* _WORK INSTRUCTIONS_: Write the records below out again exactly as given, with no images.

* _SUPPLIED RECORDS_:
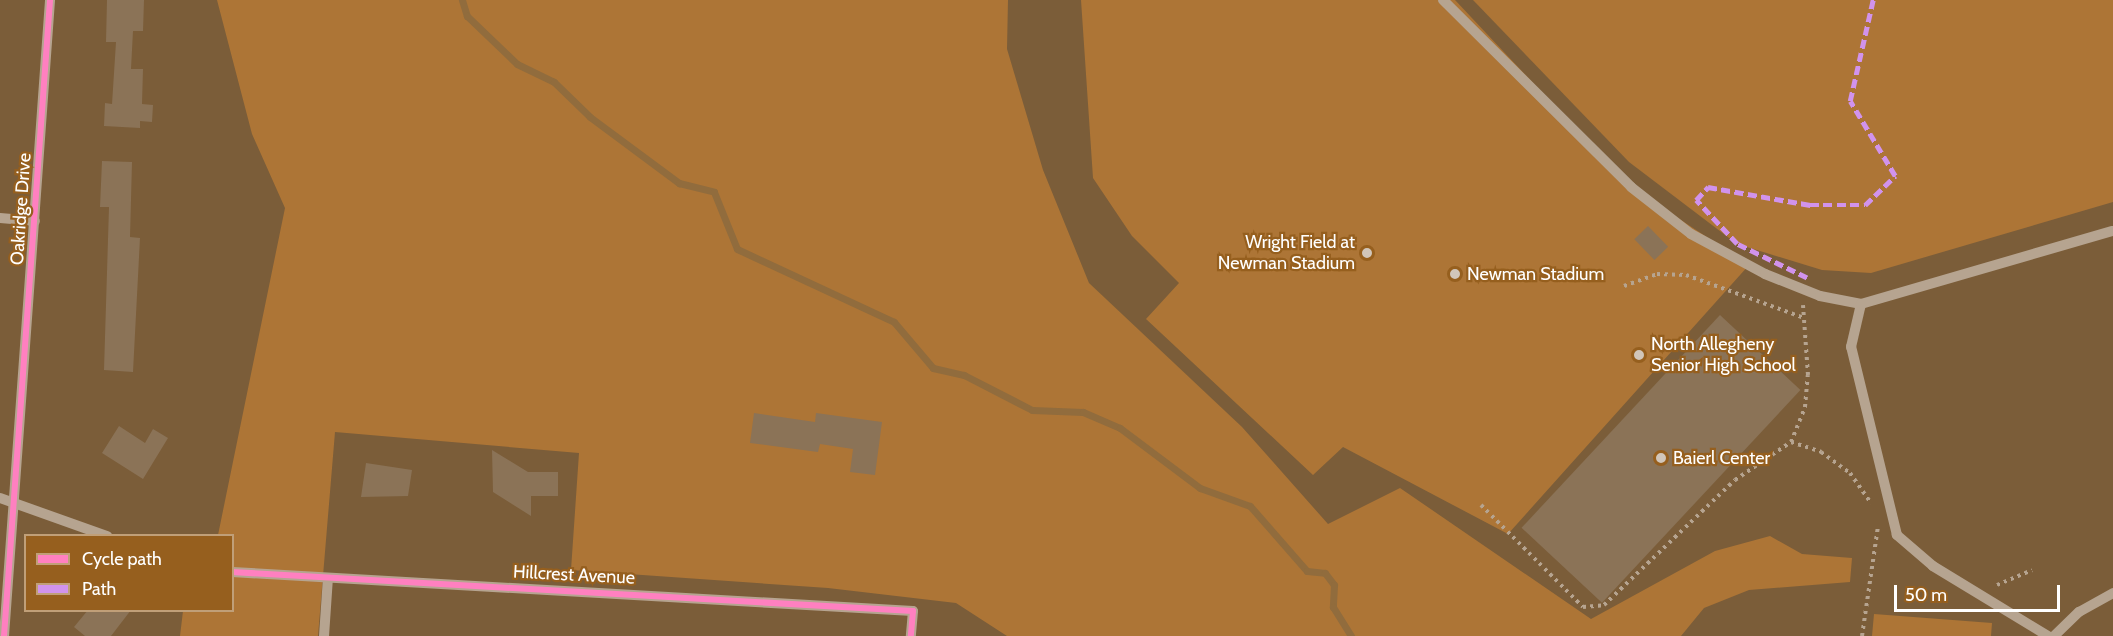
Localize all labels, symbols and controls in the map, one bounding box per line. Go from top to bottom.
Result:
street label: Oakridge Drive [6,152,36,266]
place label: Wright Field at Newman Stadium [1218,232,1355,274]
marker: Wright Field at Newman Stadium [1360,246,1374,260]
place label: Newman Stadium [1467,263,1604,285]
marker: Newman Stadium [1448,267,1462,281]
place label: North Allegheny Senior High School [1651,334,1796,376]
marker: North Allegheny Senior High School [1632,348,1646,362]
place label: Baierl Center [1673,447,1770,469]
marker: Baierl Center [1654,451,1668,465]
legend [24,534,234,612]
text: Cycle path [82,548,162,570]
street label: Hillcrest Avenue [512,561,636,589]
scale bar [1897,573,2064,611]
text: Path [82,578,116,600]
text: 50 m [1905,584,1947,606]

* _RESPONSE_:
Localize all labels, symbols and controls in the map, one bounding box per line. Go from top to bottom.
Result:
street label: Oakridge Drive [6,152,36,266]
place label: Wright Field at Newman Stadium [1218,232,1355,274]
marker: Wright Field at Newman Stadium [1360,246,1374,260]
place label: Newman Stadium [1467,263,1604,285]
marker: Newman Stadium [1448,267,1462,281]
place label: North Allegheny Senior High School [1651,334,1796,376]
marker: North Allegheny Senior High School [1632,348,1646,362]
place label: Baierl Center [1673,447,1770,469]
marker: Baierl Center [1654,451,1668,465]
legend [24,534,234,612]
text: Cycle path [82,548,162,570]
street label: Hillcrest Avenue [512,561,636,589]
scale bar [1897,573,2064,611]
text: Path [82,578,116,600]
text: 50 m [1905,584,1947,606]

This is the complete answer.